Someone actually did a study to find that sexism and racism are rampant in music videos.
Uncategorizable:
Samantha Pugsley on the price of Purity Culture - even for the girls who do it manage to follow all the rules.
Updates to earlier story:
I posted earlier about Debra Harrell, the McDonald's employee who was arrested for letting her 9-year-old play alone in a park while Mom was at work. Harrell has gotten her job back, and she is suing a TV station which published personal information about her, including her home address and social security number. Meanwhile in Florida, another impoverished mother was arrested for leaving her four children, ages 6 though 8, at a park while she went to the food bank.
Good news:
France has passed a sweeping gender equity law, removing restrictions on abortion before the 12th week, promoting gender equity in the workplace, and promoting paternity leave.

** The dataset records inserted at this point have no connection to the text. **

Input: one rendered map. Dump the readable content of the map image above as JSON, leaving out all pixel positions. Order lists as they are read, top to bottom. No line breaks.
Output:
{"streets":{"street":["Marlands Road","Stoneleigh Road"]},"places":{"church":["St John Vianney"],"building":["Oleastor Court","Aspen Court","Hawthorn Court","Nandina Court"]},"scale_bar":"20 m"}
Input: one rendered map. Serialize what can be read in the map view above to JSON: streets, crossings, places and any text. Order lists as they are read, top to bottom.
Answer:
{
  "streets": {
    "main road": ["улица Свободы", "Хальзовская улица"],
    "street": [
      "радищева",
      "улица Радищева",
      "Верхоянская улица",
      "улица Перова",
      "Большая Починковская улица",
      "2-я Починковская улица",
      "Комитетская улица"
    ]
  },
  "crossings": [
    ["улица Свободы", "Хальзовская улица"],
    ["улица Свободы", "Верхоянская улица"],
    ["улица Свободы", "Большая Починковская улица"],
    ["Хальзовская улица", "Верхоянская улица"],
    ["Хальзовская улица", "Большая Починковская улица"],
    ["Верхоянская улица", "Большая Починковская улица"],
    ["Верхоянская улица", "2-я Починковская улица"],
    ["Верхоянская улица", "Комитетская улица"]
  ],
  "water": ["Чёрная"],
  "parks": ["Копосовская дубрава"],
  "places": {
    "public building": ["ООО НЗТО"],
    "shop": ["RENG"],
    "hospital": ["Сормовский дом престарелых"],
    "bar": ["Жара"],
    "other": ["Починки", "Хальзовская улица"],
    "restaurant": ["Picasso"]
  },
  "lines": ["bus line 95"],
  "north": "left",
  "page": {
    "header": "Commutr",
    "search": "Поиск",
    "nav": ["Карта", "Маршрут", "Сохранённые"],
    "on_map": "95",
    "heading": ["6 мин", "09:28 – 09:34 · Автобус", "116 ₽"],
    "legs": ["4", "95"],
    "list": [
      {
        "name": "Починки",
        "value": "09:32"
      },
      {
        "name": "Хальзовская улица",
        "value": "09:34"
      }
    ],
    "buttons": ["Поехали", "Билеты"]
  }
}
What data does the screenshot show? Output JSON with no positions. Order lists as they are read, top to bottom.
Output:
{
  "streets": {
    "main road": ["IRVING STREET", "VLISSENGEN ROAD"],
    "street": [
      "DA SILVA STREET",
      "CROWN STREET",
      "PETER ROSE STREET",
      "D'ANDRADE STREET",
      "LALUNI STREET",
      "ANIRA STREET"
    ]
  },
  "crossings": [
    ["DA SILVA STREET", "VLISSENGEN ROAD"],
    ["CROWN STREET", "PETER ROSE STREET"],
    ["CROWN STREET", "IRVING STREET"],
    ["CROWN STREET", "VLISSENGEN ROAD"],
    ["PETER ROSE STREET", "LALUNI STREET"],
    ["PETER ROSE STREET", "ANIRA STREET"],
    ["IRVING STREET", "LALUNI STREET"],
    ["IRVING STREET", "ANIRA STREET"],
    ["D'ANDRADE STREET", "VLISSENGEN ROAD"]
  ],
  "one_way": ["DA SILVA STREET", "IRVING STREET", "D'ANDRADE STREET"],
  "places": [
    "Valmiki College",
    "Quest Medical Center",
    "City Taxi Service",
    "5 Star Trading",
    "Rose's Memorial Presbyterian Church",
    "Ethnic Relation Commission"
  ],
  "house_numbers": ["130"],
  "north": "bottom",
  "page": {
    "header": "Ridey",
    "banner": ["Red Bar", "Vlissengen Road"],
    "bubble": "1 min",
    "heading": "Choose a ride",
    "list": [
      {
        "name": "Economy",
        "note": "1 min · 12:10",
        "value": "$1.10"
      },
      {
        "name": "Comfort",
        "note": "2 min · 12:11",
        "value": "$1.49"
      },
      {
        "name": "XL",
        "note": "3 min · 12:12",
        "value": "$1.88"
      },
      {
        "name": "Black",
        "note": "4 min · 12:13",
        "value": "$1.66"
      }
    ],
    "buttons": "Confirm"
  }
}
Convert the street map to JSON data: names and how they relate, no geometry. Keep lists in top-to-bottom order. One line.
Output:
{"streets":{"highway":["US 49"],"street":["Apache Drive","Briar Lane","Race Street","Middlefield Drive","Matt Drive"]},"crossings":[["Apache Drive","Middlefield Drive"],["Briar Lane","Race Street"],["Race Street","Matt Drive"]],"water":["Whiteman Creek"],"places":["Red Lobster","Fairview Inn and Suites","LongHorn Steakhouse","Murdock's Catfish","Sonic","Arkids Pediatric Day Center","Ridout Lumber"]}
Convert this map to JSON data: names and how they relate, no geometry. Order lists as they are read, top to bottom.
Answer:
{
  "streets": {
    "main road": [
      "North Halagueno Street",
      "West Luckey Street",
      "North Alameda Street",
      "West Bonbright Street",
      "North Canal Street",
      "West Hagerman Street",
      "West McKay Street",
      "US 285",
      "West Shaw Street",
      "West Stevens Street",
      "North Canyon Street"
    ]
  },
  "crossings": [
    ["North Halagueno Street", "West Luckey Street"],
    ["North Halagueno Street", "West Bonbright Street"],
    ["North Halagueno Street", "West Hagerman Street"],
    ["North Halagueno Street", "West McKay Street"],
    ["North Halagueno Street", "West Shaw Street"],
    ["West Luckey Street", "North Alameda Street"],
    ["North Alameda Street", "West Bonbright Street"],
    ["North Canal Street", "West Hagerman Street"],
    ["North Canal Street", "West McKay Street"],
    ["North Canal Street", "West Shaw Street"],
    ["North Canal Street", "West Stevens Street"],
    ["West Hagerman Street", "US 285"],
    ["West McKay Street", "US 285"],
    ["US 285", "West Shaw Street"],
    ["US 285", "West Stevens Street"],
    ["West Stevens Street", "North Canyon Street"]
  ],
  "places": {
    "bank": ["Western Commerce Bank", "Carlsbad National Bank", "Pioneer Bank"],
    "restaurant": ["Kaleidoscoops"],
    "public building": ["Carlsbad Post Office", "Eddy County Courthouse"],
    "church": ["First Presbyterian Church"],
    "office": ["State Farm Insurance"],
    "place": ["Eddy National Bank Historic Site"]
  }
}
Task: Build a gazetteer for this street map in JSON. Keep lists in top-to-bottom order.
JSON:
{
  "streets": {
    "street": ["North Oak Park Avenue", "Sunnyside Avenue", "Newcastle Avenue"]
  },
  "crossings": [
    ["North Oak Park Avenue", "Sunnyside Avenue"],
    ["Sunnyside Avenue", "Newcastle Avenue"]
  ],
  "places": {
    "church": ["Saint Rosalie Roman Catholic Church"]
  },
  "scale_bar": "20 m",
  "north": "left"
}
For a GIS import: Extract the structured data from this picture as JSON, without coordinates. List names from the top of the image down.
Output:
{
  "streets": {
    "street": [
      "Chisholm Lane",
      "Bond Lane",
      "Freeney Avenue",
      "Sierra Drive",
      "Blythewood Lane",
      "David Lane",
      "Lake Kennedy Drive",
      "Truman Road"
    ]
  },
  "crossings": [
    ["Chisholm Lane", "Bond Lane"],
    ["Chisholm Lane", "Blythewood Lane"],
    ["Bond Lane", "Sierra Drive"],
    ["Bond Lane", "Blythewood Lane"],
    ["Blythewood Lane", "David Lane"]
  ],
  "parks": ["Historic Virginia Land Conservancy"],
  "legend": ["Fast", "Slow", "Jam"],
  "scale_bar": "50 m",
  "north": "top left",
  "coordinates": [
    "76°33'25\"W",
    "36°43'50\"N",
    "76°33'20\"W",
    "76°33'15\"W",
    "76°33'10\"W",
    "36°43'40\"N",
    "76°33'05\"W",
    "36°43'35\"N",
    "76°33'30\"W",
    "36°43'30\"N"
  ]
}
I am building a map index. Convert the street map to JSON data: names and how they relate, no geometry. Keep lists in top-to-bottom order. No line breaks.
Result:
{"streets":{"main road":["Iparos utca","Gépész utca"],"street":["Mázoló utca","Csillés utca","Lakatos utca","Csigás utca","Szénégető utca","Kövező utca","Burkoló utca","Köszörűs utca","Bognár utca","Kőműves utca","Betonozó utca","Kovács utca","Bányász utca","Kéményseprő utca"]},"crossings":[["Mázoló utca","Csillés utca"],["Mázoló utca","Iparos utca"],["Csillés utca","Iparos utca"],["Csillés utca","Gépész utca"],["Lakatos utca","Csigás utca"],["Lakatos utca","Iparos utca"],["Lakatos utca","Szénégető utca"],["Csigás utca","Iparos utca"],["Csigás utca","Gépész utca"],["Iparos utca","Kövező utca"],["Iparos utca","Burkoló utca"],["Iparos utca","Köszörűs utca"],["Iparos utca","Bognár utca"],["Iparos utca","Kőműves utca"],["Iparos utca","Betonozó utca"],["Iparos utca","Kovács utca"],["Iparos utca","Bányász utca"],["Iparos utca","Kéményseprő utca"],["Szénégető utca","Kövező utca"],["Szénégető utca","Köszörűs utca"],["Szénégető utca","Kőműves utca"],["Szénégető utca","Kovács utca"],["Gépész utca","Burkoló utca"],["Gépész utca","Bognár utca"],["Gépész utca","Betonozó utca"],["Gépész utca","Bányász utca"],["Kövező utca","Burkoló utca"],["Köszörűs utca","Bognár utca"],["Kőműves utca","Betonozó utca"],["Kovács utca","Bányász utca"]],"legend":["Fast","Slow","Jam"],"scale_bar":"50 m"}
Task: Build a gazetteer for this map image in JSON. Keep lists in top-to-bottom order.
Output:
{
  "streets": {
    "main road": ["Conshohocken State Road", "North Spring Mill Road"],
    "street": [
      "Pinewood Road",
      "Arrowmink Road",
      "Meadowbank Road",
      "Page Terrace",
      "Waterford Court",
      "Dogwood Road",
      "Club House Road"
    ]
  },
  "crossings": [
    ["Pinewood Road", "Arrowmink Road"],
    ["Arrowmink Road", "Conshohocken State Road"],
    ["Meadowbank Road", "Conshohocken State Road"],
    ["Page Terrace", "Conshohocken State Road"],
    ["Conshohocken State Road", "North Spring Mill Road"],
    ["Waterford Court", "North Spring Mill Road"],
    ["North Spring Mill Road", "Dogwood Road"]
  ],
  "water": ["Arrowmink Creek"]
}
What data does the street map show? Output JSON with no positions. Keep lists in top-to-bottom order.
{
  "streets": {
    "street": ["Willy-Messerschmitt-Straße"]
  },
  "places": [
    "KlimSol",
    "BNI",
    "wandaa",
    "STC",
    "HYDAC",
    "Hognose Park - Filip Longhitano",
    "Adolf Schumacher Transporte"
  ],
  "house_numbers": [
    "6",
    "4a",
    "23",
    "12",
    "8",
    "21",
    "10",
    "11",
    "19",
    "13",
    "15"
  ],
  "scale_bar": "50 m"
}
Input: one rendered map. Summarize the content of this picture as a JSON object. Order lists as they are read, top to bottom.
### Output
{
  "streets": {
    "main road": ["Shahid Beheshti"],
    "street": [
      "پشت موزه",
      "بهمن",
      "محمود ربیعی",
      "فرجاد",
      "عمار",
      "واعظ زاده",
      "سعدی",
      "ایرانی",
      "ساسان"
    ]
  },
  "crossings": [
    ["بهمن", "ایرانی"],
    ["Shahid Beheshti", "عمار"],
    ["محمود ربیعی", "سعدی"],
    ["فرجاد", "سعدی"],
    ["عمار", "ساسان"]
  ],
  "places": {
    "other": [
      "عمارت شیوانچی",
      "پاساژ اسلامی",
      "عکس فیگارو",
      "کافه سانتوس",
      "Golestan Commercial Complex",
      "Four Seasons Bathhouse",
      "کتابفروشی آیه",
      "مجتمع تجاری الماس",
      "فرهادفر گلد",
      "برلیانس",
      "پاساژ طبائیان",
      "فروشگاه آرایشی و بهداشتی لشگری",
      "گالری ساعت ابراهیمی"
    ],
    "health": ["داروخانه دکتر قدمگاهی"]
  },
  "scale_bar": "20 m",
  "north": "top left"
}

13-year-old Mo'ne Davis became the first girl to pitch a shutout in the Little League World Series.
Maryam Mirzakhani became the first women to win the Fields Medal (mathematicians' equivalent of the Nobel).
After female soldiers sought help from the Congressional Black Caucus, all military branches except the Marines have backed down on hairstyle restrictions that banned common African-American hairstyles such as twists and dreadlocks. (The Marines will be releasing their own regulations.) They also agreed to remove offensive language from their manuals, including referring to such styles as "matted and unkempt."